Deputy Foreign Minister Sergey Ryabkov, who led a sizeable Russian delegation comprising senior officials from all relevant departments, said that US representatives arrived in Geneva with their minds made up, with a position that was both "uncompromising and lacking in specifics."




"We believe that Russia is strictly complying with the INF Treaty, while the United States is exacerbating the situation," Ryabkov told reporters. "After our contact in Geneva, we see a clear intent to demolish the agreement."


Comment: The U.S. approach to diplomacy and negotiations is completely disingenuous. It's the geopolitical equivalent of "When are you going to stop beating your wife?"


The current White House administration says that Moscow's 9М729 rocket violates the terms of the agreement, signed by Mikhail Gorbachev and Ronald Reagan as a key step to ending the Cold War. The treaty bans land-launched nuclear and conventional missiles with a range between 500 and 5,500 kilometers.

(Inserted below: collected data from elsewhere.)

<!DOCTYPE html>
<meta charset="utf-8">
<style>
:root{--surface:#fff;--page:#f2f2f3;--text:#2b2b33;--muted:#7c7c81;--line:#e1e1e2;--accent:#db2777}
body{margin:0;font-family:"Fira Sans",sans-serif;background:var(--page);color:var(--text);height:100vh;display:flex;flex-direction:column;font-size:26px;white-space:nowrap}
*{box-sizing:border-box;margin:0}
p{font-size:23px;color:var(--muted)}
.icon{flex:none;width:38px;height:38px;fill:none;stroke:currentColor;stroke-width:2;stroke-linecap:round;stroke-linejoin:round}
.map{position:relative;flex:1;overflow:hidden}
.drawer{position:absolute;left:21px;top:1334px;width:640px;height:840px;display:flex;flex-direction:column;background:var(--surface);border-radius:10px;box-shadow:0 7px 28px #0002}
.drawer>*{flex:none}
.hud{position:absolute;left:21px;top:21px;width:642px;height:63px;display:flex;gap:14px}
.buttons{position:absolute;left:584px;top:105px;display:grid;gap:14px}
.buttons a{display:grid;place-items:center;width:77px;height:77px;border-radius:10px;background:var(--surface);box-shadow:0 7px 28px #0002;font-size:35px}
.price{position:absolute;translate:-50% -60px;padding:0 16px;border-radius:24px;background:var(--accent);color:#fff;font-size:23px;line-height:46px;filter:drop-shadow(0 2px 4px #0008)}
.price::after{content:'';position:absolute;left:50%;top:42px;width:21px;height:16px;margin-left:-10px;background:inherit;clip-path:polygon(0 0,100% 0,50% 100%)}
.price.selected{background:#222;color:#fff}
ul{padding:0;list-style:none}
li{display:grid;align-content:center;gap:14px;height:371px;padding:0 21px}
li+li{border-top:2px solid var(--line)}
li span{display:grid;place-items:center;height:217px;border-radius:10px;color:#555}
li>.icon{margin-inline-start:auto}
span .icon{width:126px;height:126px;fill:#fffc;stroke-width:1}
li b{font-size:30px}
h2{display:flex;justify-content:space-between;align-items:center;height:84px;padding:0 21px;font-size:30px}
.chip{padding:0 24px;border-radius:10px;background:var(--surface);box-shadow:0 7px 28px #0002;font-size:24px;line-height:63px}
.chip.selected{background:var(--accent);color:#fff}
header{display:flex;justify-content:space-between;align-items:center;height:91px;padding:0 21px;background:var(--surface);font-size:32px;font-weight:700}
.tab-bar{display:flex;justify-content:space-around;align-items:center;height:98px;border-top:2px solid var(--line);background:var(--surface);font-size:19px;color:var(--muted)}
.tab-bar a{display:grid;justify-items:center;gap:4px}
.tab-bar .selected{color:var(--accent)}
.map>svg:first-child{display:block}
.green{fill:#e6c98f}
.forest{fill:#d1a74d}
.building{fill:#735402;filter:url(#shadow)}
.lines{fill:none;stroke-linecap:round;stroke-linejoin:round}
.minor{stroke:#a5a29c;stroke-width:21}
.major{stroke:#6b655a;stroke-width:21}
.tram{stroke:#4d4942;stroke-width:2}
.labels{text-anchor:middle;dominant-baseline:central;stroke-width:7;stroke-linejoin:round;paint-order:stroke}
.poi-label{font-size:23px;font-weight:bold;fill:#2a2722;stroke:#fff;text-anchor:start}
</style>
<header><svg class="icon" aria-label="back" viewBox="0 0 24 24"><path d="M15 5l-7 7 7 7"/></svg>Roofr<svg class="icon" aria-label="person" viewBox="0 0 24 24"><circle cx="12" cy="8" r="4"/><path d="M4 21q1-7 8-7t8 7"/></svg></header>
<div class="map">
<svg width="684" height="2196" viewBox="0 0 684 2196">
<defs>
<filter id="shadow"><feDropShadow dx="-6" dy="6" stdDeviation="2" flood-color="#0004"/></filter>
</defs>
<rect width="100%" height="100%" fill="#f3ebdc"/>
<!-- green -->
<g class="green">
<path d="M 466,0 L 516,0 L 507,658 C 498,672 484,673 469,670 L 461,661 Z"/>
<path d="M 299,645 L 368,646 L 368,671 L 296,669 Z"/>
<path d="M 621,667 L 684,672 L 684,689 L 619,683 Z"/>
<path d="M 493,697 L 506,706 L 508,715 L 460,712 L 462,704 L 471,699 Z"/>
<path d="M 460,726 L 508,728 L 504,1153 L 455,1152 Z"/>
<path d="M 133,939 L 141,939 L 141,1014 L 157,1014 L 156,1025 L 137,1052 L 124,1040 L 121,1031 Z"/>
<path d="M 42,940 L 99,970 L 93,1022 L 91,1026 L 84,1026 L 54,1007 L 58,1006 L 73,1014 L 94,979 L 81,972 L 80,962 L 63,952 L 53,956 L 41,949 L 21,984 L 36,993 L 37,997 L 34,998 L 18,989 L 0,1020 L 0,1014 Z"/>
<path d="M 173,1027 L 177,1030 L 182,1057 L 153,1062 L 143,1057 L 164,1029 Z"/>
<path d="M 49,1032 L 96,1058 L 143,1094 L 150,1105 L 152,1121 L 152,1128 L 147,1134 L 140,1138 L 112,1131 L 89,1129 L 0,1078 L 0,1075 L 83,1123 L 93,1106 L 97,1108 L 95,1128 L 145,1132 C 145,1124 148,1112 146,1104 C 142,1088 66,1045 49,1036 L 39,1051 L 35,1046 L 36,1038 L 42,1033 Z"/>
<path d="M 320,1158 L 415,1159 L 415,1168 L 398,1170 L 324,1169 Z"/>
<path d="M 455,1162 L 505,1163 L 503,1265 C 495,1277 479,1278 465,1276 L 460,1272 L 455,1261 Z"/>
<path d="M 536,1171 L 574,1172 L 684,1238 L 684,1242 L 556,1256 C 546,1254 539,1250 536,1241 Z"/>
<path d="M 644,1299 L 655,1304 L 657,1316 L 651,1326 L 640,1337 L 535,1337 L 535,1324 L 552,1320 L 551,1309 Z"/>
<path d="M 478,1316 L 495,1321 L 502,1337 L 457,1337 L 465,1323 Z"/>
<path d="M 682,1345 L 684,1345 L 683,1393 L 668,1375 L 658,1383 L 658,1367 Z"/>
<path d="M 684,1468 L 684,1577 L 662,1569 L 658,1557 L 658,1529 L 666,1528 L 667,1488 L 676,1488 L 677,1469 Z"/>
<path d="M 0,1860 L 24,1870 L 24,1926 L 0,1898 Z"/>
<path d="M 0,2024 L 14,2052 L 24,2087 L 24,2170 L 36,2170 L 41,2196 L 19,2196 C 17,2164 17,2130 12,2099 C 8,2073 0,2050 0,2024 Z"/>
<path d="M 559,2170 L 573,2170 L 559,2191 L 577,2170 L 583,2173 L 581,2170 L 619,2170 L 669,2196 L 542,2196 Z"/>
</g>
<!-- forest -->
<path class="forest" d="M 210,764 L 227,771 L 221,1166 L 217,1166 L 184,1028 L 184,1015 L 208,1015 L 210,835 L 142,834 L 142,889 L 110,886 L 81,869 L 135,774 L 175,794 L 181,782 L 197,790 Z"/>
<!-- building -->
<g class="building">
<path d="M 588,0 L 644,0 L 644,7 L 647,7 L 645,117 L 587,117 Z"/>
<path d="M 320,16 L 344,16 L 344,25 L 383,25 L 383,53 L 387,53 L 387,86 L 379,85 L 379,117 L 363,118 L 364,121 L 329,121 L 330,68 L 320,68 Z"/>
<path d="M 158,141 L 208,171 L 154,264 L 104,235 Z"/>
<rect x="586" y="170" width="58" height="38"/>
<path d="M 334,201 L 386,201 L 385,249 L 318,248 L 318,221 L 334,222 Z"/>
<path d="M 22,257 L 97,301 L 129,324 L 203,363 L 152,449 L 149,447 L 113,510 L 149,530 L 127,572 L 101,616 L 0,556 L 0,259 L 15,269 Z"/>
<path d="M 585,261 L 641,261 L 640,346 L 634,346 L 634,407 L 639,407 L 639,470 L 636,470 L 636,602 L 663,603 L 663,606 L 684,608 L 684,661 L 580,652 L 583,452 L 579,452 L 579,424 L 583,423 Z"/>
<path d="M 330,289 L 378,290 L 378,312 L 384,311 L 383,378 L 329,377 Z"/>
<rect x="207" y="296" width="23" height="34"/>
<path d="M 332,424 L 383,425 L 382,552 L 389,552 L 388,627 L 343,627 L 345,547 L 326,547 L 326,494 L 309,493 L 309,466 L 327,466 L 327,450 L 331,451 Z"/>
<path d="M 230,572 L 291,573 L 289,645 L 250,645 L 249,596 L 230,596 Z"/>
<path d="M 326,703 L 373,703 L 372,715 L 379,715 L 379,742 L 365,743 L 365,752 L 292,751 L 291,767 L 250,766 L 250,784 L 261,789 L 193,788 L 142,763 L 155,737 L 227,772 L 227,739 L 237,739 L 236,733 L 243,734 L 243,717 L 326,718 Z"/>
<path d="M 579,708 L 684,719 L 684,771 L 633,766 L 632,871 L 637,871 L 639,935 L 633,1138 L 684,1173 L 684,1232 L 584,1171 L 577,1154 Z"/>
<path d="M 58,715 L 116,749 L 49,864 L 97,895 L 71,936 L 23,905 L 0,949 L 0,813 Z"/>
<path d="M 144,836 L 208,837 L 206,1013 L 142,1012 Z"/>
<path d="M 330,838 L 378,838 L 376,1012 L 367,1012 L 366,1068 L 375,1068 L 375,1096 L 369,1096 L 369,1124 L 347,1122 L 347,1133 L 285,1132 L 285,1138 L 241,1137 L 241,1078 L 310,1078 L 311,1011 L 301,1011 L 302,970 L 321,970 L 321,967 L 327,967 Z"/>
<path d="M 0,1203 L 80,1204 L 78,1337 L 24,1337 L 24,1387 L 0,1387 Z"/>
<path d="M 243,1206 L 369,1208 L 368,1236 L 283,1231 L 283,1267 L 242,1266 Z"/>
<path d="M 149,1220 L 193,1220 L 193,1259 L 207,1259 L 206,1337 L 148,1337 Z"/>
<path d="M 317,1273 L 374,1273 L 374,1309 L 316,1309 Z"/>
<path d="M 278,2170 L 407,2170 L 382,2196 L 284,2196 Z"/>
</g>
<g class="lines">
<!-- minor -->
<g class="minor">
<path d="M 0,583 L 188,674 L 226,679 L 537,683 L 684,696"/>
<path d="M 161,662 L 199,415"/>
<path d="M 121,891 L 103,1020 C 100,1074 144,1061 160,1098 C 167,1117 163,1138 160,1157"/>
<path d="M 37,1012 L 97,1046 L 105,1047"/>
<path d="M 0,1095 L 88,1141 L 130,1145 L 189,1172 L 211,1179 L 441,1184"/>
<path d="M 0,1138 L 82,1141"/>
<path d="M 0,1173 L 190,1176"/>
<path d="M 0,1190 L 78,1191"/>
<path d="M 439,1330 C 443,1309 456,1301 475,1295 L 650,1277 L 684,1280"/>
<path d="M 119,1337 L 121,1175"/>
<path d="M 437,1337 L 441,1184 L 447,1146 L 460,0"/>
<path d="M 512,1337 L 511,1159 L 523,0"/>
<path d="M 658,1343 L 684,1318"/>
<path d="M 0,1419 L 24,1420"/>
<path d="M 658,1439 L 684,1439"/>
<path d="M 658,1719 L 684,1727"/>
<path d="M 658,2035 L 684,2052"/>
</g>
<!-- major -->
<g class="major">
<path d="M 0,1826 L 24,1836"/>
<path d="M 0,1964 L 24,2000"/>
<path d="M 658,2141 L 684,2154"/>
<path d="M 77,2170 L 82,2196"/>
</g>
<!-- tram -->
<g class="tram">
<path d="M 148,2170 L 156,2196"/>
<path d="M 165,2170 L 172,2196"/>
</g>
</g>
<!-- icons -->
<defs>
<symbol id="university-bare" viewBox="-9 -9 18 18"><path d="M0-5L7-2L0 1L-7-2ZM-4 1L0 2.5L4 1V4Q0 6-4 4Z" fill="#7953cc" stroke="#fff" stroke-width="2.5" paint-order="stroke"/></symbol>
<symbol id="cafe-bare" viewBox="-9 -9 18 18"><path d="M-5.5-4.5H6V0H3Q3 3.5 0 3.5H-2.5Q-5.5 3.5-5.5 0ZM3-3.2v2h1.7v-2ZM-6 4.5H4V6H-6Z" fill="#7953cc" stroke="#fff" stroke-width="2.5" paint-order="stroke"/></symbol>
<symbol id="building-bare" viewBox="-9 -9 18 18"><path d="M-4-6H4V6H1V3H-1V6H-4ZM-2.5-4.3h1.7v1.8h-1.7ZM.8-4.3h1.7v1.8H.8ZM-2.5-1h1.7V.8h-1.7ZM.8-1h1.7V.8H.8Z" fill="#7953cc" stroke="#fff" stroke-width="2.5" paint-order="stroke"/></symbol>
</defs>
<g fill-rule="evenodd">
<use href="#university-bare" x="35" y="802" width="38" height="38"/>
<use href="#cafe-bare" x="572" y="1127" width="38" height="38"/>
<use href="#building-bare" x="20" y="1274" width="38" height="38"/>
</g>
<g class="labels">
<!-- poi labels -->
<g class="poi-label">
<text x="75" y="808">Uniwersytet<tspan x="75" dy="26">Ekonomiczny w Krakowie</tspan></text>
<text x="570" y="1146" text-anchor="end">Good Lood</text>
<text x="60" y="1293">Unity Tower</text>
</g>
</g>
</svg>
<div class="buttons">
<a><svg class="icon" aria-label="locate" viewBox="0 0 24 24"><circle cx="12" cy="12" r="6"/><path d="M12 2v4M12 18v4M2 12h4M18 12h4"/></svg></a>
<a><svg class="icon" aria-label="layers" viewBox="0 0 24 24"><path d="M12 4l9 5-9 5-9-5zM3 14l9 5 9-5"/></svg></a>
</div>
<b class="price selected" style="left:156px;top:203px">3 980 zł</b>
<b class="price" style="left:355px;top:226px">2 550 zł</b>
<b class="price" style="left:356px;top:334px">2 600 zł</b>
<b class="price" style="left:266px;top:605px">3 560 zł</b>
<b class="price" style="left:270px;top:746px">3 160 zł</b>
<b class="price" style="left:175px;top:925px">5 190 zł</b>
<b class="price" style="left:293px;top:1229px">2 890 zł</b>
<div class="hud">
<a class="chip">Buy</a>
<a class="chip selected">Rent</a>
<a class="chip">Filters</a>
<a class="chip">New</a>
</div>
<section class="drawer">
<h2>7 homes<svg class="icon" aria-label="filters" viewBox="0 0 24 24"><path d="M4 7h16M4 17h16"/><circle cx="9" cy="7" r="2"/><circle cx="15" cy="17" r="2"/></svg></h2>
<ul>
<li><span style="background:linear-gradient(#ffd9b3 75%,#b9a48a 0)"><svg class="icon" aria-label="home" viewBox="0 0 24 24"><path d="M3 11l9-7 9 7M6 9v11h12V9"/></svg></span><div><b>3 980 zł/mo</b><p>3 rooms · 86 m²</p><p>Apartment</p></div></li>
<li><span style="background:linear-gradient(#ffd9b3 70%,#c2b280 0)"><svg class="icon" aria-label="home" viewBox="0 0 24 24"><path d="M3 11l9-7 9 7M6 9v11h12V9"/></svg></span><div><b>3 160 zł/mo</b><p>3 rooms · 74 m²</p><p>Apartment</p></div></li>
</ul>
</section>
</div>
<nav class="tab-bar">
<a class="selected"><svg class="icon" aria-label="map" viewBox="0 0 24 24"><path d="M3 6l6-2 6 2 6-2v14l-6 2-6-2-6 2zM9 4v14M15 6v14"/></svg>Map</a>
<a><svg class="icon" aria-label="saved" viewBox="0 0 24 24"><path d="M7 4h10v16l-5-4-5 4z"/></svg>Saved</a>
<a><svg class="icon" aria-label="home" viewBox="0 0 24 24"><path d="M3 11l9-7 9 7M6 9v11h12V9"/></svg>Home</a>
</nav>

Ryabkov said Russian negotiators arrived in Geneva with "a range of measures designed to remove all suspicions" about the 9M729, which Moscow says has a range under the minimum threshold written into the treaty.

In return, Moscow would request more openness from the Pentagon over its target and strike drones, as well the potential of the "defensive" projectiles located in its Eastern European missile shield bases.

"However much the other side attempts to assign violations to us, its breakdown will be wholly Washington's responsibility," he summed up.

After decades of mutual accusations, the writing appeared to be on the wall for the INF Treaty in December, when the US issued Moscow with a 60-day ultimatum demanding that it stop violating its conditions - something that it never acknowledged in the first place.

There has been widespread speculation that regardless of compliance issues, the Pentagon feels hamstrung by the terms of the treaty, which does not bind countries whose military capability has risen in the past three decades, particularly China.

Russia says that rather than dropping the INF, which it says could lead to a new spiral of tensions, it is ready to begin talks on expanding the treaty to add China, Iran, North Korea and other states thought to possess short and intermediate range missiles.